In the records below, find every line with the word "Ψαρρού" and copy it.

> **Dataset entries**:
>>>>>
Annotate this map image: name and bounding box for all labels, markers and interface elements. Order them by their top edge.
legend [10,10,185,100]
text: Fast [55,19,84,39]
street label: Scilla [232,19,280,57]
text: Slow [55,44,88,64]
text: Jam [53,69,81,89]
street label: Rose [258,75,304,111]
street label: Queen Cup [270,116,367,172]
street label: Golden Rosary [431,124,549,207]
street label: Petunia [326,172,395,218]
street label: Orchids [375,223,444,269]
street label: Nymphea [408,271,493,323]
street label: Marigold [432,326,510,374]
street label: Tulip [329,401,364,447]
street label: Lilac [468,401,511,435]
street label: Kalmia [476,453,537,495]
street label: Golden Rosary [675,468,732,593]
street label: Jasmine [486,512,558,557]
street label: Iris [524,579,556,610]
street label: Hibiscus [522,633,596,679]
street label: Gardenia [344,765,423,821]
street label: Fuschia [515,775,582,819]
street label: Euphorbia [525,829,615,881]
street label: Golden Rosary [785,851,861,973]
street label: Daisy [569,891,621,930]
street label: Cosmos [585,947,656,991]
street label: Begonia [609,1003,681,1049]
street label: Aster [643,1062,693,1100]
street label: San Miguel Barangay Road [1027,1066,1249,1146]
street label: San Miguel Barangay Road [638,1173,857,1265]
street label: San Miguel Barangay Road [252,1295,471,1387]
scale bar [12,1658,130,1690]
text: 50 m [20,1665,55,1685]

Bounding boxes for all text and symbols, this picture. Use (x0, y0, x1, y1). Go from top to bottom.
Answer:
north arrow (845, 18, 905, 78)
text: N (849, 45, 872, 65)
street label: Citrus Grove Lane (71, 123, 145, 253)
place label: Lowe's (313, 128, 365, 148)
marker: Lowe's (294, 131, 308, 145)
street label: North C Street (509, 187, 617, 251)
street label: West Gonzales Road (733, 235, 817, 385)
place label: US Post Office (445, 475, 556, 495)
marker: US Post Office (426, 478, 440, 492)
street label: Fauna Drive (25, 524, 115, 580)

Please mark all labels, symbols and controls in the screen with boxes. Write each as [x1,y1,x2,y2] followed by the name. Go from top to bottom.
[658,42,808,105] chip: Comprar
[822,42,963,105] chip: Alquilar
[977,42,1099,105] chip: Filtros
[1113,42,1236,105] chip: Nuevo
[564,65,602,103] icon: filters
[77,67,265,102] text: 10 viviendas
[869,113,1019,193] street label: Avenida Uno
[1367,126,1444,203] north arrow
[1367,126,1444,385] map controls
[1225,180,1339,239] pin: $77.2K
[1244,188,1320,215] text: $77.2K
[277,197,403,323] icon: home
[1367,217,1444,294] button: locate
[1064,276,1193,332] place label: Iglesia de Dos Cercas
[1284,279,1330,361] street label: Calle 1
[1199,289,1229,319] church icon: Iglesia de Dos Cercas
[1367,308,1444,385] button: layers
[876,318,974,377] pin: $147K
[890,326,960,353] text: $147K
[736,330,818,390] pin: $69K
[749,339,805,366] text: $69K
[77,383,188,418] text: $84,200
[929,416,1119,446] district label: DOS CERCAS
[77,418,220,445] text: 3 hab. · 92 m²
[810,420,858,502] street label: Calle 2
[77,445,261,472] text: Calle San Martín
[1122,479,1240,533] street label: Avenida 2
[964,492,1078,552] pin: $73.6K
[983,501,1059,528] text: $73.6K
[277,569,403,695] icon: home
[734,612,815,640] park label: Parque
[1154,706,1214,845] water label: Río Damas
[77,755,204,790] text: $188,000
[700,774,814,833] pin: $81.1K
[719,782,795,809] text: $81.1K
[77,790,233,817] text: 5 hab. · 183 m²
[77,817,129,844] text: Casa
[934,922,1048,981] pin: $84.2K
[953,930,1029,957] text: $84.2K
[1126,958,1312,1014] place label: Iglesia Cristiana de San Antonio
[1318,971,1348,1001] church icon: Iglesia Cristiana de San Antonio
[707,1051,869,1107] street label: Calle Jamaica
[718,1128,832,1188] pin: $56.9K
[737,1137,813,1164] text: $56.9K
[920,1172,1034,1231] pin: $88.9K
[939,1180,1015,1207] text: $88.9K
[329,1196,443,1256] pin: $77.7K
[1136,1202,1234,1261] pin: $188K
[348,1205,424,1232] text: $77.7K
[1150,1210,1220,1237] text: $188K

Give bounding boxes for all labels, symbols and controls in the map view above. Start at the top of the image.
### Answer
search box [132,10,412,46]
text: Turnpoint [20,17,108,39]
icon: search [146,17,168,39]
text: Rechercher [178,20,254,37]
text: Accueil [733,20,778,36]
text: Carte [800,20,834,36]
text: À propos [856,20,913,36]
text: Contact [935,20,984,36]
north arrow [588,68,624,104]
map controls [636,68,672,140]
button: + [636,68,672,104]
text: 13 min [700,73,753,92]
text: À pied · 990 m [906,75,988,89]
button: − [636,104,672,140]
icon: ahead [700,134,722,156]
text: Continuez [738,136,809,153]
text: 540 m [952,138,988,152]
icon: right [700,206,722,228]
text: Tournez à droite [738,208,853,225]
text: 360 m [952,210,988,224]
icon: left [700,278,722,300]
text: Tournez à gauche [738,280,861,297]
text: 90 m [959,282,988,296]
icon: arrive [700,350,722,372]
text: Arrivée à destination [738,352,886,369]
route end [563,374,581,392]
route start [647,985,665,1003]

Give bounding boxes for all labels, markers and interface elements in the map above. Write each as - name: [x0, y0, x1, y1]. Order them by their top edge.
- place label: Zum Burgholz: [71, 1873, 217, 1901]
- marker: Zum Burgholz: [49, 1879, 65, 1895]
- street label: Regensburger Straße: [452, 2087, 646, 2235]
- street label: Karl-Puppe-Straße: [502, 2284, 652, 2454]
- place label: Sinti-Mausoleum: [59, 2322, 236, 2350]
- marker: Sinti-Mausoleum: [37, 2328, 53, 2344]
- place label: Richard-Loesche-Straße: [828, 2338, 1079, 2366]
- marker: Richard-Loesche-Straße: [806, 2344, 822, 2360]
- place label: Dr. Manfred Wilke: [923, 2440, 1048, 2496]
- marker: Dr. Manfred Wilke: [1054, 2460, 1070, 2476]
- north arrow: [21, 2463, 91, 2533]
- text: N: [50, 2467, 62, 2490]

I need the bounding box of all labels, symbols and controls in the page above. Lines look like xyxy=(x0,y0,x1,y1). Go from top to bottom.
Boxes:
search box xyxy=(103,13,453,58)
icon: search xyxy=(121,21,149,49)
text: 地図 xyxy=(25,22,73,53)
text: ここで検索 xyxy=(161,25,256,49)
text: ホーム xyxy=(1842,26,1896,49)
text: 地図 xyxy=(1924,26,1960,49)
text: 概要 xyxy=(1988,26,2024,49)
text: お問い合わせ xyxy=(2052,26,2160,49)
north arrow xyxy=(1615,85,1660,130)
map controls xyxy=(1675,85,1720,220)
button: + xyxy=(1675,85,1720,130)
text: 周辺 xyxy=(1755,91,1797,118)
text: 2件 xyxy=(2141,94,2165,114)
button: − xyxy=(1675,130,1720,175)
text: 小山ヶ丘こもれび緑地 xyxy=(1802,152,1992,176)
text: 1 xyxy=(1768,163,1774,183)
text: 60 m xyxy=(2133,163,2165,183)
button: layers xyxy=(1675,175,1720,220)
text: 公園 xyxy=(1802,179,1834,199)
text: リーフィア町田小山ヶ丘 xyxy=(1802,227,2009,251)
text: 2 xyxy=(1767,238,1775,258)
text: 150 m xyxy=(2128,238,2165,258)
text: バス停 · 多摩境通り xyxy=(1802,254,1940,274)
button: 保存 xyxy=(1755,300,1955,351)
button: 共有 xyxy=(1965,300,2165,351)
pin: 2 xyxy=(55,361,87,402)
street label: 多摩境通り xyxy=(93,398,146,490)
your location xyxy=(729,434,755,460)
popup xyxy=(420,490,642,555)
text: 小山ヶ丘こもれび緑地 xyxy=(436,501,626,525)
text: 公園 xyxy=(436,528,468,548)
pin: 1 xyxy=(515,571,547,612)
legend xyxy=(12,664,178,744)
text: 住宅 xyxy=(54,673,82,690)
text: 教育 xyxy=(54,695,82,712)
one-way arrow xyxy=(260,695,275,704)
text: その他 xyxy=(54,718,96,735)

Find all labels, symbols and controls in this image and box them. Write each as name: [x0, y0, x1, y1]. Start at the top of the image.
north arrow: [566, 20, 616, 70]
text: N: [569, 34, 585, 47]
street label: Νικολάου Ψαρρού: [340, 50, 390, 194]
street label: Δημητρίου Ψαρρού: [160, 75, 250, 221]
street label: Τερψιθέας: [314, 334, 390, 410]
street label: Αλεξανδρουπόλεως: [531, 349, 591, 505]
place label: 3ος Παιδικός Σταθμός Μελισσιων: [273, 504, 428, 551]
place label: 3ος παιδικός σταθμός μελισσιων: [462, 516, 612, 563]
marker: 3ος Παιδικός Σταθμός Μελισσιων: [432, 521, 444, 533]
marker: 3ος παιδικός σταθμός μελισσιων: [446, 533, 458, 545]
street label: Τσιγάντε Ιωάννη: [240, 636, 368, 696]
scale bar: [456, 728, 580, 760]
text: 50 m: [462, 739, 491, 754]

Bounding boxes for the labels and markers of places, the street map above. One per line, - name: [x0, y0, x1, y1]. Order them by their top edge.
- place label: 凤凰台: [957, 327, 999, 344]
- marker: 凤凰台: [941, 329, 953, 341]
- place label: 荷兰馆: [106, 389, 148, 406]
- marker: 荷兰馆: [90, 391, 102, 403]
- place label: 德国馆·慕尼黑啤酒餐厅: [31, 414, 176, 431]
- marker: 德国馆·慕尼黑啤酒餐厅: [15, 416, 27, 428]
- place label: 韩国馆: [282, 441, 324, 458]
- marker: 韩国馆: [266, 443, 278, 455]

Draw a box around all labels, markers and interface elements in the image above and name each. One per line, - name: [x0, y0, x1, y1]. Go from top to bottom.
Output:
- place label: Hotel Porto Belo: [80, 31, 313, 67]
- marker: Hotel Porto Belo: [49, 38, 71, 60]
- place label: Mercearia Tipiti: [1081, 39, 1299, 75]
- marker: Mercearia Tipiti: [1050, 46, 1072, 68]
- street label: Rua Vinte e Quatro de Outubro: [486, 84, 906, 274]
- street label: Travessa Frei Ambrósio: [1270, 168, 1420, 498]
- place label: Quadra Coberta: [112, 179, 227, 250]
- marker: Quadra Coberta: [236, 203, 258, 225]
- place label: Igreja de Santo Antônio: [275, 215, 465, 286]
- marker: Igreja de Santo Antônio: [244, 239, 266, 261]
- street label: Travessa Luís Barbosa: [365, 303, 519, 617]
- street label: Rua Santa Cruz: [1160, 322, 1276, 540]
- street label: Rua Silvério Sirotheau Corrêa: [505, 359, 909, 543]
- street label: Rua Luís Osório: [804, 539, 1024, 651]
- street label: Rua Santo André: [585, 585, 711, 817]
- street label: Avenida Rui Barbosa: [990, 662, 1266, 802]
<<<<<
> **Written solution**:
street label: Νικολάου Ψαρρού: [340, 50, 390, 194]
street label: Δημητρίου Ψαρρού: [160, 75, 250, 221]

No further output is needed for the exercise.